At the end of your residence in Egypt, you may leave within fifteen days following the end duration of residence directly through the country's outlets. You may renew your residence for another period, but you should apply to the proper Egyptian authority or its branches


Certificates and Notifications
It is possible, upon request, to get a certificate or a passport stamp certifying that the concerned person has resided in the country for 5 consecutive years, or a certificate demonstrating his residence in Egypt. Such certificates and stamps are issued at the Residence Administration at the Authority Certificate Unit. It is also possible to obtain the residence and leave data certificate to be presented to legal entities through the Department of Legal Affairs at the organization.


----------



## hhaddad (Apr 14, 2010)

Where did you get it from because it seems to be out of date.


----------



## hhaddad (Apr 14, 2010)

Granted to the following categories: 
Employees of governmental administrations, public sector, municipalities & enterprises sector companies as well as their wives & children.
Students enrolled at universities & schools according to their enrollment certificates.
Parents of students who acquire this residence for the purpose of study.
Foreigners coming to Egypt for voluntary work on their own expense.
Sons & daughters above the age of adulthood, whose fathers have a residence permit based on work license issued by the Ministry of Manpower & Employment.
Parents of an investor granted a 5 Year Residence Permit, would be granted Non-Tourist Residence Permit on the bail of their sons/daughters’ residence & upon a letter of recommendation from the Investment Administration.
Foreign divorced women who were married to Egyptians when children are under their custody.
Husbands & children of foreign women granted Temporary Residence Permit in their personal status.
Those who have personal bank account of minimum $ 50.000 or an equivalent sum in any other currency deposited at an accredited bank in the A.R.E. The deposit must be kept in the bank for a year. This residence permit is renewable and extends to their wives & children for a maximum period of one year.
Owners of real estates - whose ownership is established by contracts registered in the Public Notary - are granted this residence which extends to cover their wives & children, provided that the value of the estate is not less than $ 50.000 to be transacted through an Egyptian bank.
Relatives of Egyptians till the second degree.
Those who are over 50 years of age who had a permanent residence in Egypt for (5) years and who have a source of income or financially supported by relatives till the fourth degree.
1/Special Residence Permit is valid for (10) renewable years. It is granted only to foreigners born in Egypt before 26 May 1952 or had permanent residence in Egypt for more than (20) years prior to this date as well as their wives & children. Its issuance fee is L.E. 353.15. 
2/Regular Residence Permit is valid for (5) renewable years. It is granted to foreigners who had permanent residence in Egypt for (15) years prior to 26 May 1952 and their minor children. Regular Residence Permit costs L.E. 203.15.
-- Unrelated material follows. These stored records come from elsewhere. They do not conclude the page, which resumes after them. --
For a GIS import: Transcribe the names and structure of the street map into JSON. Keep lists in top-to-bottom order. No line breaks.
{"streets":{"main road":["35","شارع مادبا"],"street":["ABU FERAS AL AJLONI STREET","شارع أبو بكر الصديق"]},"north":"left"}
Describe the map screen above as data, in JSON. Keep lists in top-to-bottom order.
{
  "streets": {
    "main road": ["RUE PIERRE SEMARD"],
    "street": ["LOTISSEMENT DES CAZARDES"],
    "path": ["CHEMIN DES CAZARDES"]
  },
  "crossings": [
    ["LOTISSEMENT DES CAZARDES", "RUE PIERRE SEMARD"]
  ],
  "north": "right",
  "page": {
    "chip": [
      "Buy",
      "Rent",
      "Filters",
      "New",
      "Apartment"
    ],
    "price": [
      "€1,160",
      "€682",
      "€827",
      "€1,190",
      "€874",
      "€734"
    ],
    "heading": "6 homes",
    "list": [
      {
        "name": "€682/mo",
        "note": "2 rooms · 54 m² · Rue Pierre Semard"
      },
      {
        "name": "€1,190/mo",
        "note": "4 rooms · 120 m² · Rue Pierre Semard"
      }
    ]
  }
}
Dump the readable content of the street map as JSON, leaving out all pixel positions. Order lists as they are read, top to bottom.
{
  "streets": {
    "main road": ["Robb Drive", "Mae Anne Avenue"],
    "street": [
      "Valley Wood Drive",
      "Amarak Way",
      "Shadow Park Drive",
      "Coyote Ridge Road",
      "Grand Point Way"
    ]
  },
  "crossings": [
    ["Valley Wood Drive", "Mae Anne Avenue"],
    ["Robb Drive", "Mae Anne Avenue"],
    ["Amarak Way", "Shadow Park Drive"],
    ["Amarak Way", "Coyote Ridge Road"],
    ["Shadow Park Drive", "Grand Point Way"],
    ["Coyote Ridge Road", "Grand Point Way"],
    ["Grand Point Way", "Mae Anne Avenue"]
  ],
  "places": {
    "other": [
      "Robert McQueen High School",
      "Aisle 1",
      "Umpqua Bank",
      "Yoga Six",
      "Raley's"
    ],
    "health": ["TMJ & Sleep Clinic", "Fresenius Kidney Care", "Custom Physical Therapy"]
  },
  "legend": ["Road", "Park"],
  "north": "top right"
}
Those granted Special or Regular Residence Permits may obtain a leave of absence if they need to travel abroad for more than (6) months. This permit is issued free-of-charge from PINA or from the Egyptian consulates abroad .

The leave of absence allows its holder to remain abroad for (2) years, yet he may extend the duration of his stay abroad only in cases of: study, performing obligatory military service or other excuses accepted by PINA Director upon submission of documents proving such excuses. 
3/This residence permit is valid for (5) renewable years and granted to the following categories :

Foreign investors as well as their wives and children. 
Egyptian citizens who waived their Egyptian nationality due to acquiring another nationality as well as their children. 
Sons & daughters of: 

Egyptian mothers/fathers who have been granted Egyptian nationality & adults whose mothers - granted aSpecial Regular / Five Year Residence - are their guardian because of the death of their fathers.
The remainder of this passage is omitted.